Now suppose that there exists an integer $n'$ such that $x^6+n'$ is reducible but $n'$ cannot be expressed in the form $-a^2$ or $b^3$ . Since $p_{n'}(x)$ is reducible, then $p_{n'}(x)=f_{n'}(x)g_{n'}(x)$ for some non-constant polynomials $f_{n'}(x)$ and $g_{n'}(x)$ with integer coefficients. Without loss of generality, let the degree of $f_{n'}(x)$ be not more than the degree of $g_{n'}(x)$ . Since $p_{n'}(x)$ is of degree $6$ , then the sum of the degrees of $f_{n'}(x)$ and $g_{n'}(x)$ is $6$ , and the degree of $f_{n'}(x)$ is $1, 2$ or $3$ . Furthermore, since the leading coefficient of $p_{n'}(x)$ is $1$ , then the leading coefficients of $f_{n'}(x)$ and $g_{n'}(x)$ are either both $1$ or both $-1$ . Without loss of generality, let the leading coefficients of $f_{n'}(x)$ and $g_{n'}(x)$ be both $1$ (otherwise, consider $-f_{n'}(x)$ and $-g_{n'}(x)$ ). It is also clear that the roots of $f_{n'}(x)$ and $g_{n'}(x)$ must be the roots of $p_{n'}(x)$ . Finally, $n'$ cannot be $0$ , so we consider only 2 cases: when $n'$ is negative and when $n'$ is positive.

Case 1: $n'$ is negative

When $n'$ is negative, then the six distinct roots of $p_{n'}(x)$ are $|n'|^{\frac{1}{6}}e^{\frac{ki\pi}{3}}$ , where $k=0, \pm 1, \pm 2, 3$ . Also, we note that, for any positive integer $m$ , if a positive integer $c$ is such that $c^{\frac{1}{m}}$ is an integer $d$ , then $c^{\frac{1}{m}} = d \Rightarrow c = d^m$ , i.e. $c$ can be expressed in the form $d^m$ for an integer $d$ . This is equivalent to saying: for any positive integer $c$ that cannot be expressed in the form $d^m$ (where $d$ is an integer), $c^{\frac{1}{m}}$ is not an integer. Since $n'$ is negative, then it is not of the form $-a^2$ or $b^3$ , and thus $|n'|$ cannot be expressed in the form $a^2$ or $b^3$ . From the above, $|n'|^{\frac{1}{2}}$ and $|n'|^{\frac{1}{3}}$ are therefore not integers.
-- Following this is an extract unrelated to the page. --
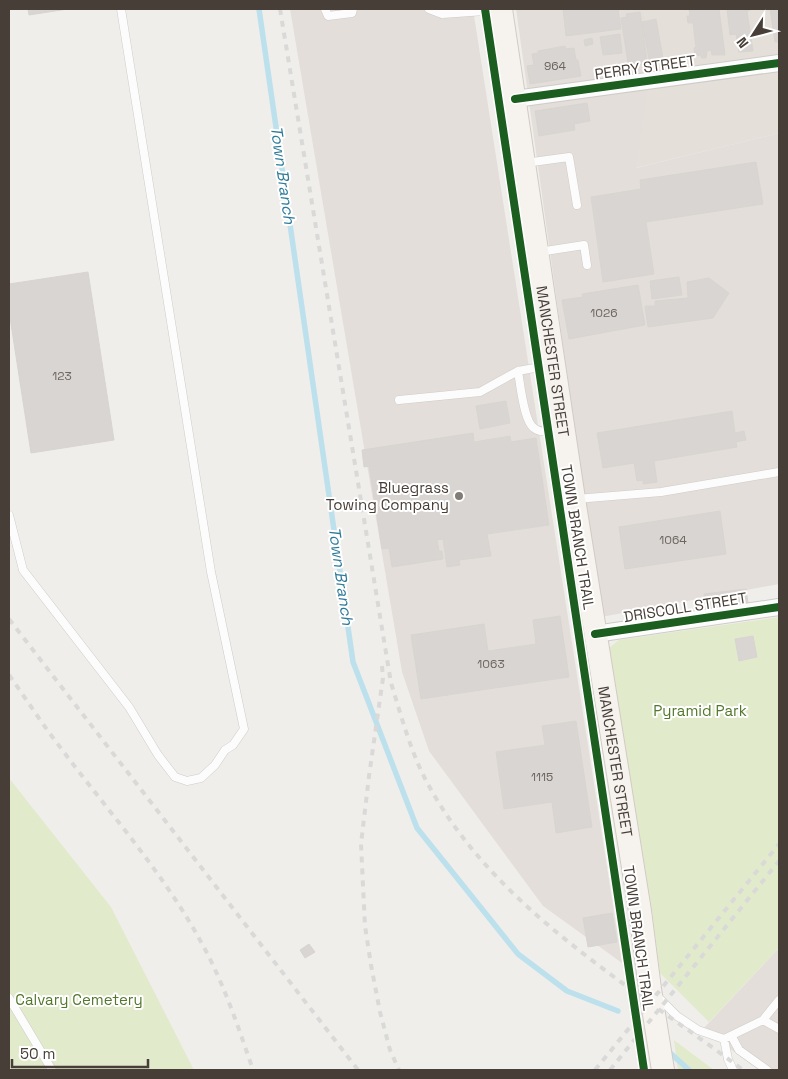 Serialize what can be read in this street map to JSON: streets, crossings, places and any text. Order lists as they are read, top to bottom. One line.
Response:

Furthermore, any integer of the form $d^6$ (where $d$ is an integer) can be expressed in the form $b^3$ (by setting $b=d^2$ ), so $|n'|$ cannot be expressed in the form $d^6$ (where $d$ is an integer) and $|n'|^{\frac{1}{6}}$ is not an integer. We now consider three sub-cases, when $f_{n'}(x)$ is of degrees $1,2$ or $3$ .
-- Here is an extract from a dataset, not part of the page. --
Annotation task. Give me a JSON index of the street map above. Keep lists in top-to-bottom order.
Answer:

Case 1A: $f_{n'}(x)$ is of degree 1

If $f_{n'}(x)$ is of degree 1, then $f_{n'}(x)=x-|n'|^{\frac{1}{6}}e^{\frac{k_1i\pi}{3}}$ for some $k_1=0, \pm 1, \pm 2$ or $3$ . Then $|n'|^{\frac{1}{6}}e^{\frac{k_1i\pi}{3}}$ must be an integer, so $e^{\frac{k_1i\pi}{3}}$ is real and equal to $1$ or $-1$ (since $|e^{\frac{k_1i\pi}{3}}|=1$ ). But $|n'|^{\frac{1}{6}}$ is not an integer, so $|n'|^{\frac{1}{6}}e^{\frac{k_1i\pi}{3}}$ cannot be an integer - a contradiction. Thus, $f_{n'}(x)$ is not of degree 1.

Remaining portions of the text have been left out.